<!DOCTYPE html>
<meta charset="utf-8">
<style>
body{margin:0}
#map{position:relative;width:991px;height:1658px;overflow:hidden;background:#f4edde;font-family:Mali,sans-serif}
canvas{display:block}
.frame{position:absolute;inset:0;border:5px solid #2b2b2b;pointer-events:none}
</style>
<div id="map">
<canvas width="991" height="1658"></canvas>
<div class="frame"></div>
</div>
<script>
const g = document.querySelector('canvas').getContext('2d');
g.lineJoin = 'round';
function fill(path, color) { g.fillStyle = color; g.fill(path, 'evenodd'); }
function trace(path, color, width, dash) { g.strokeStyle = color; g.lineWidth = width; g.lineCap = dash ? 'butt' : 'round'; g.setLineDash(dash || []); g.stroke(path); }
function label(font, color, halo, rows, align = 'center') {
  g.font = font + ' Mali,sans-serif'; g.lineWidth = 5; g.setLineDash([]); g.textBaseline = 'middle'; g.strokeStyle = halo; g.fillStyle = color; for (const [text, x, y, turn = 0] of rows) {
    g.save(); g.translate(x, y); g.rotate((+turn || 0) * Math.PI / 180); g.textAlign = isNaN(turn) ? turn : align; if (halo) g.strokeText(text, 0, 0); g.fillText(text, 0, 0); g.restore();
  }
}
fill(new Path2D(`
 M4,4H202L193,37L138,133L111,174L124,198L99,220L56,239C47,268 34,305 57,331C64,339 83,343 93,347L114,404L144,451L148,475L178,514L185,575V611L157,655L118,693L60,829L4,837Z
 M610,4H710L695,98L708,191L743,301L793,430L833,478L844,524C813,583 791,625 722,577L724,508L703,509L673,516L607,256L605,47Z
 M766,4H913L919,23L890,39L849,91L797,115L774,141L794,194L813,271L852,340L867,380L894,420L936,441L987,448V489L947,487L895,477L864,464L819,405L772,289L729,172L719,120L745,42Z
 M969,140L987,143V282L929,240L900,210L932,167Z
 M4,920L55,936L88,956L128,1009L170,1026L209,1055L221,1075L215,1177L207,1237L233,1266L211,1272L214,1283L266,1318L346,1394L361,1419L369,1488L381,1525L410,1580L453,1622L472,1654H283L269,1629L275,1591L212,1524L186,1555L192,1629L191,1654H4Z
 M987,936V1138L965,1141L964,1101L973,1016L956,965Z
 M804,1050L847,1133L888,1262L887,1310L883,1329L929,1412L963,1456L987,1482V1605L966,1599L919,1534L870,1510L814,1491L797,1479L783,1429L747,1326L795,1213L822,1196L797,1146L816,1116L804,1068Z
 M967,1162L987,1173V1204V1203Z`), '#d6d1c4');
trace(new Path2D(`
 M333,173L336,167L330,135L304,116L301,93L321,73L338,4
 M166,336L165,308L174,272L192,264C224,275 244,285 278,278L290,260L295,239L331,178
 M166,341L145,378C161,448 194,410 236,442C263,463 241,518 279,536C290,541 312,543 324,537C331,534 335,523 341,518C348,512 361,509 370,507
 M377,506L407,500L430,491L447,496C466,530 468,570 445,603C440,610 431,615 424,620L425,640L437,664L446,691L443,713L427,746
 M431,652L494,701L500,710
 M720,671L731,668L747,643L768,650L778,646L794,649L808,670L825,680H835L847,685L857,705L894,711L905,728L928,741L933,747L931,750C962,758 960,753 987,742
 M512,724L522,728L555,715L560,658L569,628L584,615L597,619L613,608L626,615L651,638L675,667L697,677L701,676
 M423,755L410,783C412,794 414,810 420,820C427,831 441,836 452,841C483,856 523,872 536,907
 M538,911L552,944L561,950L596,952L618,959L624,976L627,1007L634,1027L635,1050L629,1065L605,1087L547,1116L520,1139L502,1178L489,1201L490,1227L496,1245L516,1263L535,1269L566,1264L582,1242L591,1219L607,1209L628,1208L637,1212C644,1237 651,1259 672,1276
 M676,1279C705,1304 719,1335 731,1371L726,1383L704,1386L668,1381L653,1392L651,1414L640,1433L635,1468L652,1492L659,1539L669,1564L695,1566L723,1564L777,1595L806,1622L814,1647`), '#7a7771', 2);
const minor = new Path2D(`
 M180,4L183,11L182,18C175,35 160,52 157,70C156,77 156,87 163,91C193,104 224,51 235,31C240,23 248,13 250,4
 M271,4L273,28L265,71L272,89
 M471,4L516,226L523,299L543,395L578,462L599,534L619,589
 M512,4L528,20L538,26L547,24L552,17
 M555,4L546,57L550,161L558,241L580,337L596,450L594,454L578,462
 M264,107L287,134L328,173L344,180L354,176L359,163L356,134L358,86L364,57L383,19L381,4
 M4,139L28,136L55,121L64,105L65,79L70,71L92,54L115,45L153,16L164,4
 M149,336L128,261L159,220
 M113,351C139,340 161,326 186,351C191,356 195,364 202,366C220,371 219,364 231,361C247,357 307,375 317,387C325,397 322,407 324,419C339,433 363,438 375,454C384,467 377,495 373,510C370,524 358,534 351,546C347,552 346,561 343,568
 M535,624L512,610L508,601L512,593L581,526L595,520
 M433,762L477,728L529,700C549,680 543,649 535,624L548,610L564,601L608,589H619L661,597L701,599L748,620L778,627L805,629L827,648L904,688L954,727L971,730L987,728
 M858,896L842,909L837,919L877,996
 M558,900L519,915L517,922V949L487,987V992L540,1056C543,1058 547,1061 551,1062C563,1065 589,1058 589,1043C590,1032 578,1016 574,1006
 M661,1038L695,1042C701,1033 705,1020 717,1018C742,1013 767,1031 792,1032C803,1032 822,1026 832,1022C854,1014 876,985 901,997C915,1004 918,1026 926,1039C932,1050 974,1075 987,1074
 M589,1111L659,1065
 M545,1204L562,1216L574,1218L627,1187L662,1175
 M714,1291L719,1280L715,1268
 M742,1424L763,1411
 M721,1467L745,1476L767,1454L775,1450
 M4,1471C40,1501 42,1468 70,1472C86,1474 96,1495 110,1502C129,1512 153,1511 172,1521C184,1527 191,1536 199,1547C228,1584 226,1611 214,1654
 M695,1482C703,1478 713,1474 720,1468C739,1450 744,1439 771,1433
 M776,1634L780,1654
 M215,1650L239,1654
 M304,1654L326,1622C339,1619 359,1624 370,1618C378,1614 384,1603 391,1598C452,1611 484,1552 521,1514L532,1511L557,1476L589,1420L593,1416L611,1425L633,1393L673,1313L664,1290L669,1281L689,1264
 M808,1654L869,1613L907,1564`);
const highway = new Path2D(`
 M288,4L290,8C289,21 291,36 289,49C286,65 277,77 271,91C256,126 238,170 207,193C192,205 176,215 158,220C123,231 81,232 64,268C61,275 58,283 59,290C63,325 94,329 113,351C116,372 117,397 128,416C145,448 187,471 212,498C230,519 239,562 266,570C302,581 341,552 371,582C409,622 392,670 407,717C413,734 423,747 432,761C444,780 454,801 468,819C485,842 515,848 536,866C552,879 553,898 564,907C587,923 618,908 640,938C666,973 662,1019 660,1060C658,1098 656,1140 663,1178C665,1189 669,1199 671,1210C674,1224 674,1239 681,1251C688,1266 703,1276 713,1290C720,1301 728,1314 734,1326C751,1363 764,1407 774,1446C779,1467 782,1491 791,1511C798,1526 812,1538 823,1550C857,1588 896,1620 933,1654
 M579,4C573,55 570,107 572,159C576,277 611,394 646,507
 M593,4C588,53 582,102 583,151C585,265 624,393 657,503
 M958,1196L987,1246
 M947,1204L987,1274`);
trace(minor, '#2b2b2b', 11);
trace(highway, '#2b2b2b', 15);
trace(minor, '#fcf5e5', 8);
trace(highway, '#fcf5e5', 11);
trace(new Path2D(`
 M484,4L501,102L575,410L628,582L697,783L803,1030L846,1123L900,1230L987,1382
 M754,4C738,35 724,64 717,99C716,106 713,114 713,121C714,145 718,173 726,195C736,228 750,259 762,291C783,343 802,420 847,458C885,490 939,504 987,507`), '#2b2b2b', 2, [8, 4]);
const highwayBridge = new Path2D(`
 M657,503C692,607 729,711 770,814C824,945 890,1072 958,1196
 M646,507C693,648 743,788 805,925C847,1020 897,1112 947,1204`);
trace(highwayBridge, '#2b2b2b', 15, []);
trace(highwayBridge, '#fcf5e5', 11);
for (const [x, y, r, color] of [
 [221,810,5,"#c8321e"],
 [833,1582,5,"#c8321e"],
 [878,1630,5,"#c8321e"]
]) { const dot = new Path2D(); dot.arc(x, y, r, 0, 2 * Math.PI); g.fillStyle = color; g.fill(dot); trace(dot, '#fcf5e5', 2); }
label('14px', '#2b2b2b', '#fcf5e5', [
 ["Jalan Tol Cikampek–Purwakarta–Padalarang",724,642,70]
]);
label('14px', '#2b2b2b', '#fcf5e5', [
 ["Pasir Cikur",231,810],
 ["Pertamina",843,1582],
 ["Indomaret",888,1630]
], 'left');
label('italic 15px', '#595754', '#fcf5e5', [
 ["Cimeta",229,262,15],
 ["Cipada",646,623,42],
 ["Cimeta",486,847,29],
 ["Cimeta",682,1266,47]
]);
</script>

******

» Task objective: Could you show every line of the listing that holds the string "highwayBridge"?

» Answer section:
const highwayBridge = new Path2D(`
trace(highwayBridge, '#2b2b2b', 15, []);
trace(highwayBridge, '#fcf5e5', 11);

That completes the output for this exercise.